What is this book?
This book aims to convey the fundamentals of bioinformatics to life science students and researchers. It aims to communicate the computational ideas behind key methods in bioinformatics to readers without formal college-level computational education. It is not a “recipe book”: it focuses on the computational ideas and avoids technical explanation on running bioinformatics programs or searching databases. Our experience and strong belief are that once the computational ideas are grasped, students will be able to use existing bioinformatics tools more effectively, and can utilize their understanding to advance their research goals by envisioning new computational goals and communicating better with computational scientists.
The book consists of self-contained chapters each introducing a basic computational method in bioinformatics along with the biological problems the method aims to solve. Review questions follow each chapter.

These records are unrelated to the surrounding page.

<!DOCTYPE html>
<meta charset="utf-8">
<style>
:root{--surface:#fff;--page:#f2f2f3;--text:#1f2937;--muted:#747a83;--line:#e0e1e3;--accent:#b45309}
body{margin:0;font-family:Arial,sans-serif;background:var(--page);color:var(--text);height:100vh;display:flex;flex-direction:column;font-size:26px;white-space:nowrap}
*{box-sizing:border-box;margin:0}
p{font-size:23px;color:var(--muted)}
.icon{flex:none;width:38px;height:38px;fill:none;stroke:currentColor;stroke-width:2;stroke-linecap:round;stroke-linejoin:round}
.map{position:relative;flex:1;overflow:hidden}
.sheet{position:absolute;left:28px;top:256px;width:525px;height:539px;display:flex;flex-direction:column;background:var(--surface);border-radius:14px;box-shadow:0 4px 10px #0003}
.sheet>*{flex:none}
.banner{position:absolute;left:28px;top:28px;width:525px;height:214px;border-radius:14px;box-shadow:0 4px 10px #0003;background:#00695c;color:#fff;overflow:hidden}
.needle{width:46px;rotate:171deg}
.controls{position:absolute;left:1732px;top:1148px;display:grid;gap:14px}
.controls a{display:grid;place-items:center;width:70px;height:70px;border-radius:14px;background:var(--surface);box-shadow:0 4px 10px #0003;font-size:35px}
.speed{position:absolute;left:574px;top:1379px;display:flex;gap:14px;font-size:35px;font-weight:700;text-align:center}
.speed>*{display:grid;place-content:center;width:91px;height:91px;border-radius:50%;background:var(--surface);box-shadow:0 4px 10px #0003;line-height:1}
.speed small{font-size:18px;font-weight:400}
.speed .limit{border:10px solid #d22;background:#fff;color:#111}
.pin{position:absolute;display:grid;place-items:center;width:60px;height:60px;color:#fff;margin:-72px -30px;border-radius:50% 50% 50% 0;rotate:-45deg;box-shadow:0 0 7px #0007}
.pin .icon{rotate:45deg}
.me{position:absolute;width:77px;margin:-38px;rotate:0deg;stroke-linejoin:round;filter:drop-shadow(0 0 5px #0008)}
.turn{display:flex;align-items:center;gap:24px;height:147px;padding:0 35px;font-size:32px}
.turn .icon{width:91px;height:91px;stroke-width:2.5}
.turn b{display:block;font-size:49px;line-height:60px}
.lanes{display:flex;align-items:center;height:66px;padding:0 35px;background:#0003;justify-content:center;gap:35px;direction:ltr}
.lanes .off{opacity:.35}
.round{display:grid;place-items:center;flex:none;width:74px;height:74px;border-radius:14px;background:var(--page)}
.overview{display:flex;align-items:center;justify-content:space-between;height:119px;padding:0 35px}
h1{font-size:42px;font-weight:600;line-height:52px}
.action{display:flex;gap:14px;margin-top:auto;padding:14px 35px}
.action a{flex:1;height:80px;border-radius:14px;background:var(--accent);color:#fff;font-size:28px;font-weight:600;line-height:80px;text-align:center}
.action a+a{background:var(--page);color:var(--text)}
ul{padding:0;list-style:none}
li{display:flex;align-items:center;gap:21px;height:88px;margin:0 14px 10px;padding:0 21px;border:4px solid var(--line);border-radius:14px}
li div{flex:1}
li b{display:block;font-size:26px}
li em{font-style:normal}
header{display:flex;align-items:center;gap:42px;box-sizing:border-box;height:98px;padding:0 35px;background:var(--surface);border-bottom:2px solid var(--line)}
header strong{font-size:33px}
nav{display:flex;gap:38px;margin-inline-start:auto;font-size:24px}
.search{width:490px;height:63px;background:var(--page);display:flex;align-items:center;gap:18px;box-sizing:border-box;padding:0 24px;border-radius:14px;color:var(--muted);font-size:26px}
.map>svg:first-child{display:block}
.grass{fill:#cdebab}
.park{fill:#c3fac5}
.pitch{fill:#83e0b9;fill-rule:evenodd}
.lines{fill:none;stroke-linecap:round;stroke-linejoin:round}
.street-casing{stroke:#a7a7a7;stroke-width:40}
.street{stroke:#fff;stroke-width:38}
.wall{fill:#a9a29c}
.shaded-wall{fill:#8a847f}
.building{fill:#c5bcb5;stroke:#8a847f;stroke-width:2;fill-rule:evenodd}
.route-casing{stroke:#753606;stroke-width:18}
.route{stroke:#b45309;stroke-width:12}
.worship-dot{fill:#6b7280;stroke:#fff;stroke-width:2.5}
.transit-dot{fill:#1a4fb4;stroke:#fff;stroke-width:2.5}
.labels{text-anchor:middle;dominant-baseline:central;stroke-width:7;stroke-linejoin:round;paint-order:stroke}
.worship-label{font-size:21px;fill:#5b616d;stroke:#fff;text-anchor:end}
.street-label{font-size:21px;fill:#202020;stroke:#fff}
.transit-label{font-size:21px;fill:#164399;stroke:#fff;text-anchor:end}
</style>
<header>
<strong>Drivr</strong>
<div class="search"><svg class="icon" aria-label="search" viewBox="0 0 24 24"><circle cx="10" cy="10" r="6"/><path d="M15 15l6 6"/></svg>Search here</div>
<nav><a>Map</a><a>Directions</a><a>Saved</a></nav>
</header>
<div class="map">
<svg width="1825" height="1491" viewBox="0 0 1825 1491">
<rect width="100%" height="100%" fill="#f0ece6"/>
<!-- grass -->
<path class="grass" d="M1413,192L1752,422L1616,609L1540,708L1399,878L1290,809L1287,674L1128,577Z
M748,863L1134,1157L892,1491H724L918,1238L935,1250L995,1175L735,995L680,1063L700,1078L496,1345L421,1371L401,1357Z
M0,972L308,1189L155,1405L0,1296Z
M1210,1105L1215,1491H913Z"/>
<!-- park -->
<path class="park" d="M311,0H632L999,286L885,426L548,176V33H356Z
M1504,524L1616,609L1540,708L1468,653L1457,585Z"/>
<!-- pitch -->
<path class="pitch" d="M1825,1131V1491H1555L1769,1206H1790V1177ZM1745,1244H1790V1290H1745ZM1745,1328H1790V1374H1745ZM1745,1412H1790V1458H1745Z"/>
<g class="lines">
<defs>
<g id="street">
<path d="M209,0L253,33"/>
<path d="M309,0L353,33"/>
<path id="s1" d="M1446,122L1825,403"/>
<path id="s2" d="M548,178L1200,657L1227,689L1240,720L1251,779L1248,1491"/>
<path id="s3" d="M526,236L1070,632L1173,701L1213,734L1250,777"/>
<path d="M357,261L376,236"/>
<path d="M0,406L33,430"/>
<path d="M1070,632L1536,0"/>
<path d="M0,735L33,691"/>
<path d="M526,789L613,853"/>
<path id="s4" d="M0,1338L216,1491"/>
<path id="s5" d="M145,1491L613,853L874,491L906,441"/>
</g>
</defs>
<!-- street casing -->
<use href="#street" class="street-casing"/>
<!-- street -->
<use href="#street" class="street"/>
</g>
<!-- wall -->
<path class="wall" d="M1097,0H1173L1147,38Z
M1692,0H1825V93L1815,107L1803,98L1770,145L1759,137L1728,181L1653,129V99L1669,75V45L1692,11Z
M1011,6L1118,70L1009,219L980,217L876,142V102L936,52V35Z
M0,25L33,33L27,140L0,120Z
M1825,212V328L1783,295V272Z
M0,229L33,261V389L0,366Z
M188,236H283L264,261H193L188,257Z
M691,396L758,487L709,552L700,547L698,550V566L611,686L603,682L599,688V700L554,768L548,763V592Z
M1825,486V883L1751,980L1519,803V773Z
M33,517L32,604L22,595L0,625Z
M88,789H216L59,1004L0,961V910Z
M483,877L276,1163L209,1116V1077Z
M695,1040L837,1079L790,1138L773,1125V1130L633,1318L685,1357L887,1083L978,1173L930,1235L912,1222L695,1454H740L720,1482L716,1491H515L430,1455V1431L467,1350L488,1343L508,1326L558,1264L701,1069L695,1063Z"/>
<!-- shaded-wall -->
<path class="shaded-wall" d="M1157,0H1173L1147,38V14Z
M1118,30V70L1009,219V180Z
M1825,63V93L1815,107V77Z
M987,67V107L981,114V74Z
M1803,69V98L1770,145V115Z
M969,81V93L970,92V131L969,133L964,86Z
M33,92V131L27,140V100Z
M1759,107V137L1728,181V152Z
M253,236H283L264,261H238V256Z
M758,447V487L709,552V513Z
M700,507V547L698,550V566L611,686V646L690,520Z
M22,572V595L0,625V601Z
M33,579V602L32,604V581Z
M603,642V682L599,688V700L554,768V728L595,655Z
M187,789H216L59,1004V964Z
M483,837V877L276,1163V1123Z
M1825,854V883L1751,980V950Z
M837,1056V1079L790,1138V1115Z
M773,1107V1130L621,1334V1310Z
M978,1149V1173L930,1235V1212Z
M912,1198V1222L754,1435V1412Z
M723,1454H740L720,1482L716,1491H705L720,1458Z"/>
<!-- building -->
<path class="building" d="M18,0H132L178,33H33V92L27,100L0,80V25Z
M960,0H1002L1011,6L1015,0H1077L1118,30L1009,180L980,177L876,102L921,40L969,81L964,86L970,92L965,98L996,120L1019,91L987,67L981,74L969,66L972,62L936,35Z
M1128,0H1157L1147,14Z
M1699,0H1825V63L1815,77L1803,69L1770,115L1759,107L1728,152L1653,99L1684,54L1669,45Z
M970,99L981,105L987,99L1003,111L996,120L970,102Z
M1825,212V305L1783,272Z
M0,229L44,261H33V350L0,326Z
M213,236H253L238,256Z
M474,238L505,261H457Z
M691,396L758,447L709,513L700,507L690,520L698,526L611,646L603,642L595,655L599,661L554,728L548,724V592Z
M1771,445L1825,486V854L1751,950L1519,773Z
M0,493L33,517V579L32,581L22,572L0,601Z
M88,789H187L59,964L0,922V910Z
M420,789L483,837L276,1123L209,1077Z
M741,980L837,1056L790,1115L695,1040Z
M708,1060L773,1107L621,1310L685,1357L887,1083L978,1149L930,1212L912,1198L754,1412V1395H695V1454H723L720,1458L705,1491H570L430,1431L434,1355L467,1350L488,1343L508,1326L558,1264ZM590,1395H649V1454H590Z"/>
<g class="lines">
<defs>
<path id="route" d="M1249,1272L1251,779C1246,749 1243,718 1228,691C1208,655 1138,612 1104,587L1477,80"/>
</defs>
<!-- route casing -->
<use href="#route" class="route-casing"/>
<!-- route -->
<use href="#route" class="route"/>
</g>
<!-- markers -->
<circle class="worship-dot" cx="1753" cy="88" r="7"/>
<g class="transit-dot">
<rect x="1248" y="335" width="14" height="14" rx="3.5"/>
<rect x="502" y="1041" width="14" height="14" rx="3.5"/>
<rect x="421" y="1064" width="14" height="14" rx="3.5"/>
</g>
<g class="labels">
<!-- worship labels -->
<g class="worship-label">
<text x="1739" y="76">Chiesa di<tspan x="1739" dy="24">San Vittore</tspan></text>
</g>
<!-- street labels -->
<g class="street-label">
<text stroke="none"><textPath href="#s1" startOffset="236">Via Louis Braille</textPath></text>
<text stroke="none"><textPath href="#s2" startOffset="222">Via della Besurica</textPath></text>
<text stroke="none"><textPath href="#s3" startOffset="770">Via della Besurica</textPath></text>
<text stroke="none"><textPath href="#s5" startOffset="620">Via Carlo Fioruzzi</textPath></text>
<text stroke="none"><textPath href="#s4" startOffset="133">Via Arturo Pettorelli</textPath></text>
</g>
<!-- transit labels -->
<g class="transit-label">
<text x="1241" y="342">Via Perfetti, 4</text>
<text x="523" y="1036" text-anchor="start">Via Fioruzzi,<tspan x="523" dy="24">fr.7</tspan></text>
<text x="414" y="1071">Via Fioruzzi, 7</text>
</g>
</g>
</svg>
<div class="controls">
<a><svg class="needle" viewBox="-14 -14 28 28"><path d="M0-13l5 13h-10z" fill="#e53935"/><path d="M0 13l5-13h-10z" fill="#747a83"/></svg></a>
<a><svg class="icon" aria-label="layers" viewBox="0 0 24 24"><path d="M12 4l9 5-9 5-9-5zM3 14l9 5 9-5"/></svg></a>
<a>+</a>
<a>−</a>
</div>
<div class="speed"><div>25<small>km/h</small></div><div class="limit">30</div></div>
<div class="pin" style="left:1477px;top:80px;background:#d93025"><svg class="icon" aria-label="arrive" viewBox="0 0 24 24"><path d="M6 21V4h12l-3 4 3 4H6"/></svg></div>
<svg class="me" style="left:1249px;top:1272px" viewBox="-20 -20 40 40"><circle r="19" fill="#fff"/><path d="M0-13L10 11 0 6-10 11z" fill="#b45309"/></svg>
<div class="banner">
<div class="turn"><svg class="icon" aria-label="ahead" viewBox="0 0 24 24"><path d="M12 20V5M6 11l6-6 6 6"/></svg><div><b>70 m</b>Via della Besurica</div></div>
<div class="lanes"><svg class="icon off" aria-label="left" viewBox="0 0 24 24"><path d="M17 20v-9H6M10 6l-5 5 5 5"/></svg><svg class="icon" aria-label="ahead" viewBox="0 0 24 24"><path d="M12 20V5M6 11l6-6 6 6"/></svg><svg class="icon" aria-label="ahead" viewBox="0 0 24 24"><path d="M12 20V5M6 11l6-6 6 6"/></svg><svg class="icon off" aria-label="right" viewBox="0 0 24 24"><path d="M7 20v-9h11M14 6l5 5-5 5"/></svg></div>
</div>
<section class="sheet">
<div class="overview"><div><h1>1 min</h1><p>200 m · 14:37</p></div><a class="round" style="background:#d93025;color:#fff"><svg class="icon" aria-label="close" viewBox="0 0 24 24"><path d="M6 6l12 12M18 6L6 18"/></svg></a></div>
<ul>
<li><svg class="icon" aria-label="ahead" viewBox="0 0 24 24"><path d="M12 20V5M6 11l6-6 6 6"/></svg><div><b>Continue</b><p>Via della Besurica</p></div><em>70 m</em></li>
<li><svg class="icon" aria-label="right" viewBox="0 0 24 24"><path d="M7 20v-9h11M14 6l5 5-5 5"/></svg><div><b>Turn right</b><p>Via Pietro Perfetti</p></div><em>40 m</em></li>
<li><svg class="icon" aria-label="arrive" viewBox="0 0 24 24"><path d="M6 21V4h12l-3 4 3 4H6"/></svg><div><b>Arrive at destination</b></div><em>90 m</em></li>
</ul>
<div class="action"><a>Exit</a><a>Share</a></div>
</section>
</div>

An accompanying website (www.cambridge.org/b4b) containing teaching materials, presentations, questions, and updates will be of help to students as well as educators.
Who is the audience for the book?
The book is aimed at life science undergraduates; it does not assume that the reader has a background in mathematics and computer science, but rather introduces mathematical concepts as they are needed. The book is also appropriate for graduate students and researchers in life science and for medical students. Each chapter can be studied individually and used individually in class or for independent reading.
Why this book?
In 1998, Stanford professor Michael Levitt reflected that computing has changed biology forever, even if most biologists did not know it yet.